Writing for ASPO, Tom Whipple reports:
Oil prices opened and closed the week around $68 a barrel. At one point they fell below $65 on news of a build in US crude stocks and later touched a high of over $70 on hopes that US unemployment was bottoming out. Oil's connection to the dollar, equity markets, and hopes for an economic recovery remains strong.
Demand for oil remains weak, with US consumption of petroleum products falling to 17.7 million b/d, the lowest since May 1999. While gasoline demand this year has been relatively strong, distillate consumption, which is largely used for industrial purposes in the summer months, is down by nearly nine percent. Distillate stocks continue to grow and are now 34 percent higher than last year. In the meantime, OPEC production continues to creep back up as exporters take advantage of higher prices to ease their recent financial problems.

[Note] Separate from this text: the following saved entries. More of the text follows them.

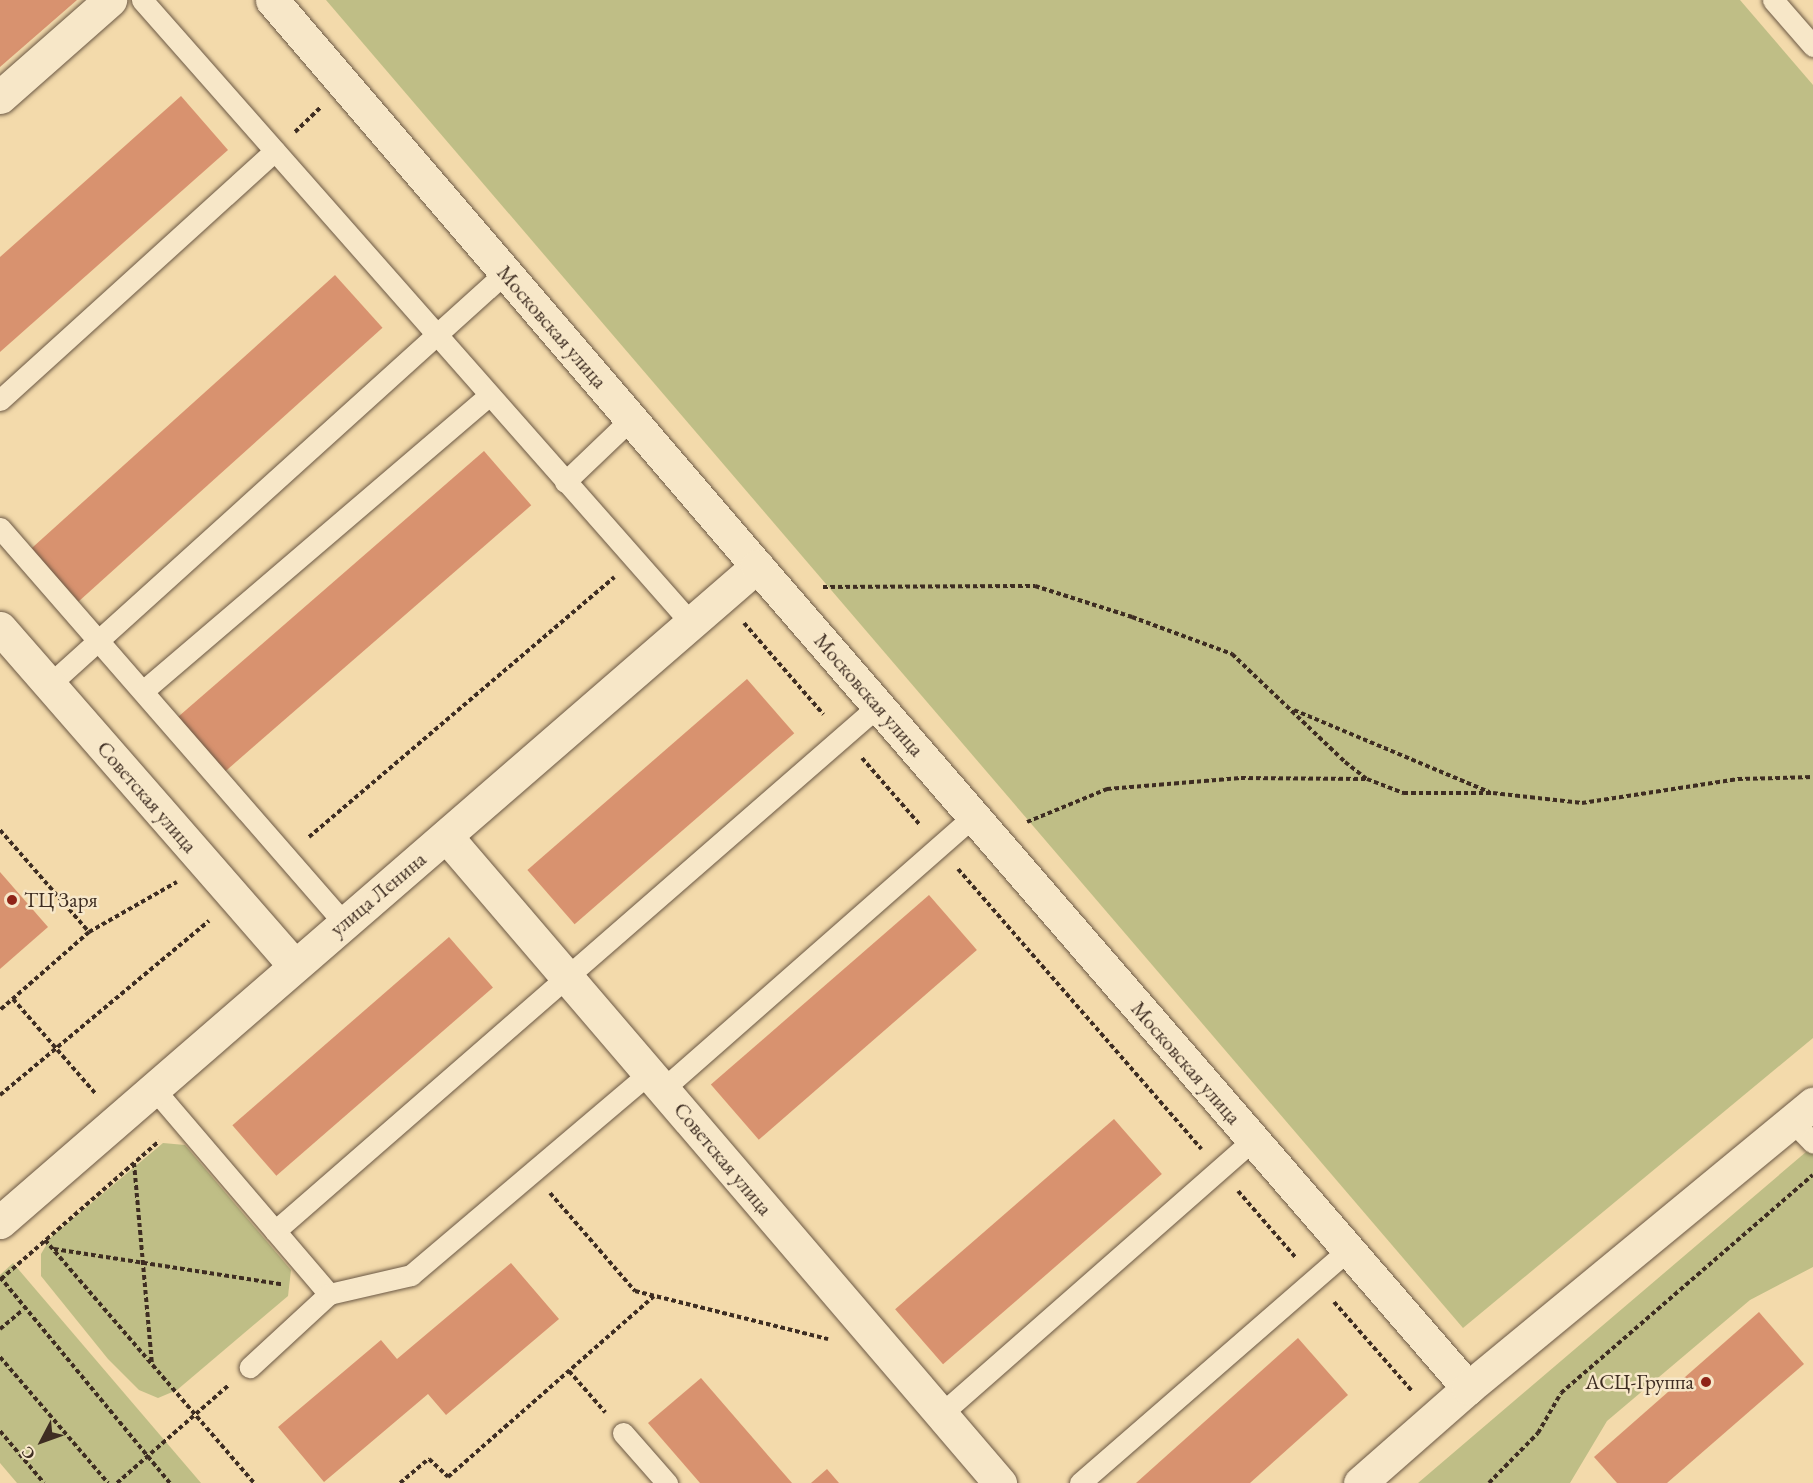 <!DOCTYPE html>
<html>
<head>
<meta charset="utf-8">
<style>
  body { margin:0 }
  #map { position:relative; width:1813px; height:1483px; overflow:hidden; background:#f3daab; font-family:"EB Garamond",serif }
  div>[style] { position:absolute }
  [style*='--x'] { left:calc(var(--x)*1px); top:calc(var(--y)*1px); width:calc(var(--w)*1px); rotate:calc(var(--a)*1deg) }
  .green>* { inset:0; background:#bfbe86 }
  .building>* { inset:0; background:#d8926f; transform-origin:0 0 }
  .path>* { height:4px; margin-top:-2px; transform-origin:0; background:repeating-linear-gradient(90deg,#3e2d22 0 4.5px,transparent 0 7.5px) }
  .roads { filter:drop-shadow(0 0 2px #6b5844) drop-shadow(0 0 2px #6b5844) }
  .service>* { height:21px; margin:-10.5px; padding:0 10.5px; transform-origin:10.5px; border-radius:10.5px; background:#f7e7c8 }
  .minor>* { height:33px; margin:-16.5px; padding:0 16.5px; transform-origin:16.5px; border-radius:16.5px; background:#f7e7c8 }
  .tertiary>* { height:33px; margin:-16.5px; padding:0 16.5px; transform-origin:16.5px; border-radius:16.5px; background:#f7e7c8 }
  .dots>* { width:16px; height:16px; translate:-50% -50%; box-sizing:border-box; border:3px solid #f7e7c8; border-radius:50% }
  span { translate:-50% -50%; white-space:nowrap; text-align:center; line-height:1.15; -webkit-text-stroke:5px #f7e7c8; paint-order:stroke }
  .street-label { font-size:21px; color:#3e2d22 }
  .poi-label { font-size:21px; color:#3e2d22 }
  .left { translate:0 -50%; text-align:left }
  .right { translate:-100% -50%; text-align:right }
  .north { position:absolute; left:12px; top:1411px; width:60px; height:60px; -webkit-text-stroke:4px #f7e7c8; paint-order:stroke; rotate:229deg; font-size:16px; font-weight:700; line-height:24px; text-align:center; color:#3e2d22 }
  .north::after { content:''; display:block; margin:auto; width:21px; height:27px; background:#3e2d22; clip-path:polygon(50% 0,100% 100%,50% 72%,0 100%) }
</style>
</head>
<body>
<div id="map">
  <div class="green">
    <i style="clip-path:polygon(326px 0,1740px 0,1813px 85px,1813px 1038px,1463px 1328px)"></i>
    <i style="clip-path:polygon(163px 1143px,185px 1145px,291px 1270px,288px 1296px,177px 1390px,158px 1398px,139px 1390px,108px 1359px,41px 1276px,41px 1254px,51px 1237px)"></i>
    <i style="clip-path:polygon(1813px 1146px,1813px 1267px,1750px 1300px,1607px 1421px,1570px 1483px,1418px 1483px)"></i>
    <i style="clip-path:polygon(13px 1263px,201px 1483px,17px 1483px,0 1463px,0 1275px)"></i>
  </div>
  <div class="building">
    <i style="clip-path:polygon(0 0,77px 0,0 67px)"></i>
    <i style="clip-path:polygon(181px 96px,228px 150px,0 352px,0 257px)"></i>
    <i style="left:335px;top:275px;width:71px;height:409px;rotate:48deg"></i>
    <i style="left:484px;top:451px;width:72px;height:409px;rotate:49deg"></i>
    <i style="left:747px;top:679px;width:72px;height:291px;rotate:49deg"></i>
    <i style="clip-path:polygon(0 872px,48px 927px,0 969px)"></i>
    <i style="left:929px;top:895px;width:73px;height:289px;rotate:49deg"></i>
    <i style="left:449px;top:937px;width:67px;height:287px;rotate:49deg"></i>
    <i style="left:1114px;top:1119px;width:73px;height:290px;rotate:49deg"></i>
    <i style="clip-path:polygon(511px 1263px,559px 1319px,446px 1415px,428px 1394px,324px 1482px,278px 1427px,381px 1340px,397px 1359px)"></i>
    <i style="clip-path:polygon(1759px 1312px,1804px 1364px,1667px 1483px,1617px 1483px,1594px 1457px)"></i>
    <i style="clip-path:polygon(1298px 1338px,1348px 1395px,1250px 1483px,1136px 1483px)"></i>
    <i style="clip-path:polygon(701px 1378px,792px 1483px,700px 1483px,648px 1423px)"></i>
    <i style="clip-path:polygon(827px 1469px,839px 1483px,811px 1483px)"></i>
  </div>
  <div class="path">
    <i style="--x:295;--y:132;--w:35;--a:-44"></i>
    <i style="--x:823;--y:587;--w:212;--a:-0.3"></i>
    <i style="--x:1035;--y:586;--w:102;--a:17.7"></i>
    <i style="--x:1132;--y:617;--w:107;--a:20.3"></i>
    <i style="--x:1232;--y:654;--w:156;--a:43.7"></i>
    <i style="--x:1345;--y:762;--w:28;--a:38"></i>
    <i style="--x:1367;--y:779;--w:40;--a:21"></i>
    <i style="--x:1404;--y:793;--w:89;--a:0"></i>
    <i style="--x:1493;--y:793;--w:90;--a:6.4"></i>
    <i style="--x:1582;--y:803;--w:158;--a:-8.7"></i>
    <i style="--x:1738;--y:779;--w:75;--a:-1.5"></i>
    <i style="--x:744;--y:623;--w:121;--a:49"></i>
    <i style="--x:1294;--y:710;--w:212;--a:22.8"></i>
    <i style="--x:862;--y:758;--w:89;--a:49.1"></i>
    <i style="--x:1027;--y:822;--w:87;--a:-22.4"></i>
    <i style="--x:1107;--y:789;--w:134;--a:-4.7"></i>
    <i style="--x:1241;--y:778;--w:125;--a:0.5"></i>
    <i style="--x:0;--y:830;--w:135;--a:48.9"></i>
    <i style="--x:89;--y:932;--w:118;--a:138.8"></i>
    <i style="--x:309;--y:837;--w:401;--a:-40.4"></i>
    <i style="--x:958;--y:869;--w:371;--a:49"></i>
    <i style="--x:89;--y:932;--w:101;--a:-29.6"></i>
    <i style="--x:13;--y:999;--w:125;--a:48.9"></i>
    <i style="--x:0;--y:1095;--w:272;--a:-39.8"></i>
    <i style="--x:134;--y:1163;--w:202;--a:84.9"></i>
    <i style="--x:1238;--y:1191;--w:89;--a:49.1"></i>
    <i style="--x:550;--y:1193;--w:130;--a:49.1"></i>
    <i style="--x:635;--y:1291;--w:199;--a:14"></i>
    <i style="--x:45;--y:1240;--w:321;--a:49.3"></i>
    <i style="--x:54;--y:1249;--w:230;--a:8.8"></i>
    <i style="--x:0;--y:1277;--w:267;--a:50.5"></i>
    <i style="--x:1;--y:1279;--w:210;--a:-41.1"></i>
    <i style="--x:1334;--y:1302;--w:118;--a:48.8"></i>
    <i style="--x:0;--y:1329;--w:30;--a:-40"></i>
    <i style="--x:0;--y:1357;--w:166;--a:49.4"></i>
    <i style="--x:569;--y:1371;--w:55;--a:48.7"></i>
    <i style="--x:0;--y:1431;--w:68;--a:49.8"></i>
    <i style="--x:117;--y:1483;--w:149;--a:-41.2"></i>
    <i style="--x:400;--y:1483;--w:38;--a:-40"></i>
    <i style="--x:429;--y:1459;--w:26;--a:43"></i>
    <i style="--x:448;--y:1477;--w:274;--a:-41.3"></i>
    <i style="--x:1489;--y:1483;--w:70;--a:-45.6"></i>
    <i style="--x:1538;--y:1433;--w:46;--a:-60.1"></i>
    <i style="--x:1561;--y:1393;--w:333;--a:-40.9"></i>
  </div>
  <div class="roads">
    <div class="service">
      <i style="--x:142;--y:0;--w:830;--a:48.61"></i>
      <i style="--x:1773;--y:0;--w:61;--a:49"></i>
      <i style="--x:0;--y:400;--w:371;--a:-42.2"></i>
      <i style="--x:565;--y:482;--w:91;--a:-43.7"></i>
      <i style="--x:0;--y:528;--w:524;--a:48.95"></i>
      <i style="--x:49;--y:685;--w:615;--a:-42.1"></i>
      <i style="--x:143;--y:691;--w:455;--a:-40.5"></i>
      <i style="--x:154;--y:1089;--w:270;--a:49.5"></i>
      <i style="--x:329;--y:1294;--w:108;--a:137.3"></i>
      <i style="--x:663;--y:1089;--w:412;--a:-41.3"></i>
      <i style="--x:1792;--y:1121;--w:30;--a:46"></i>
      <i style="--x:275;--y:1231;--w:800;--a:-41.04"></i>
      <i style="--x:329;--y:1294;--w:84;--a:-13"></i>
      <i style="--x:411;--y:1275;--w:312;--a:-40.3"></i>
      <i style="--x:941;--y:1414;--w:415;--a:-41.3"></i>
      <i style="--x:623;--y:1433;--w:67;--a:48.7"></i>
      <i style="--x:1080;--y:1483;--w:355;--a:-41"></i>
    </div>
    <div class="minor">
      <i style="--x:272;--y:0;--w:745;--a:49.41"></i>
      <i style="--x:0;--y:97;--w:147;--a:-41.4"></i>
      <i style="--x:0;--y:628;--w:447;--a:48.9"></i>
      <i style="--x:446;--y:836;--w:852;--a:49.43"></i>
      <i style="--x:1360;--y:1483;--w:144;--a:-41.3"></i>
    </div>
    <div class="tertiary">
      <i style="--x:0;--y:1222;--w:1002;--a:-40.91"></i>
      <i style="--x:757;--y:566;--w:1087;--a:49.14"></i>
      <i style="--x:1468;--y:1388;--w:447;--a:-39.5"></i>
    </div>
  </div>
  <div class="dots">
    <i style="left:12px;top:900px;background:#8f2418"></i>
    <i style="left:1706px;top:1382px;background:#8f2418"></i>
  </div>
  <div class="street-label">
    <span style="left:552px;top:327px;rotate:49deg">Московская улица</span>
    <span style="left:869px;top:695px;rotate:49deg">Московская улица</span>
    <span style="left:147px;top:797px;rotate:49deg">Советская улица</span>
    <span style="left:378px;top:894px;rotate:-40deg">улица Ленина</span>
    <span style="left:1186px;top:1063px;rotate:49deg">Московская улица</span>
    <span style="left:723px;top:1159px;rotate:50deg">Советская улица</span>
  </div>
  <div class="poi-label">
    <span class="left" style="left:24px;top:900px">ТЦ Заря</span>
    <span class="right" style="left:1694px;top:1382px">АСЦ-Группа</span>
  </div>
  <div class="north">С</div>
</div>
</body>
</html>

An oversupply of distillates in the US can be reduced through exports, provided world demand holds up, or they can be stored provided there is enough space. In the last two months, oil stored on tankers has jumped by 71 percent. Some distillate is now being held aboard newly built tankers that have not yet been used for crude.
As the article notes, demand for oil is weak, while demand for gasoline is strong. So why doesn't strong demand for gasoline create just as strong a demand for oil?
Because in normal refining, a given ratio of several products must come out of a barrel of oil: gasoline and perhaps diesel, heating oil, kerosene, aviation fuel, lpg or even asphalt are produced. Gasoline is a blend of distillates and non-distillates, so oil guys tend to say "distillates" to mean heating oil and diesel. If demand for the distillates is low, then refiners must either refine less oil or find storage for heating oil and diesel they can't sell. Cutting back on refining will make gasoline scarcer, hence more expensive.
Update 1: Matt Savinar raised an interesting point on LATOC:
Also, many of your friends ... are probably asking "if the oil inventories are high then why are the prices soaring." Keep in mind there is a bottleneck in many of the refineries ... An increasing amount of the oil in "inventory" is heavy oil. Most of the currently operating refineries were built to handle the light sweet varieties and retrofitting them to handle the heavier varieties of oil is extremely capital intensive. With the credit markets locked up at a time when oil prices have plunged in the last year, companies can't get the loans needed to overhaul their refineries to handle the heavy stuff.
Hard to believe oil refiners can't get credit.
Update 2: Wall Street Journal June 10 2009
Although gasoline demand may be rising, refiners cut back on production of other fuels last week, operating at 85.9% of capacity, down 0.4 percentage point. Gasoline inventories fell by 1.6 million barrels, compared with a forecast for an 800,000-barrel increase. Distillate stocks, including heating oil and diesel, fell 300,000 barrels, where analysts had expected a 1.5-million-barrel gain.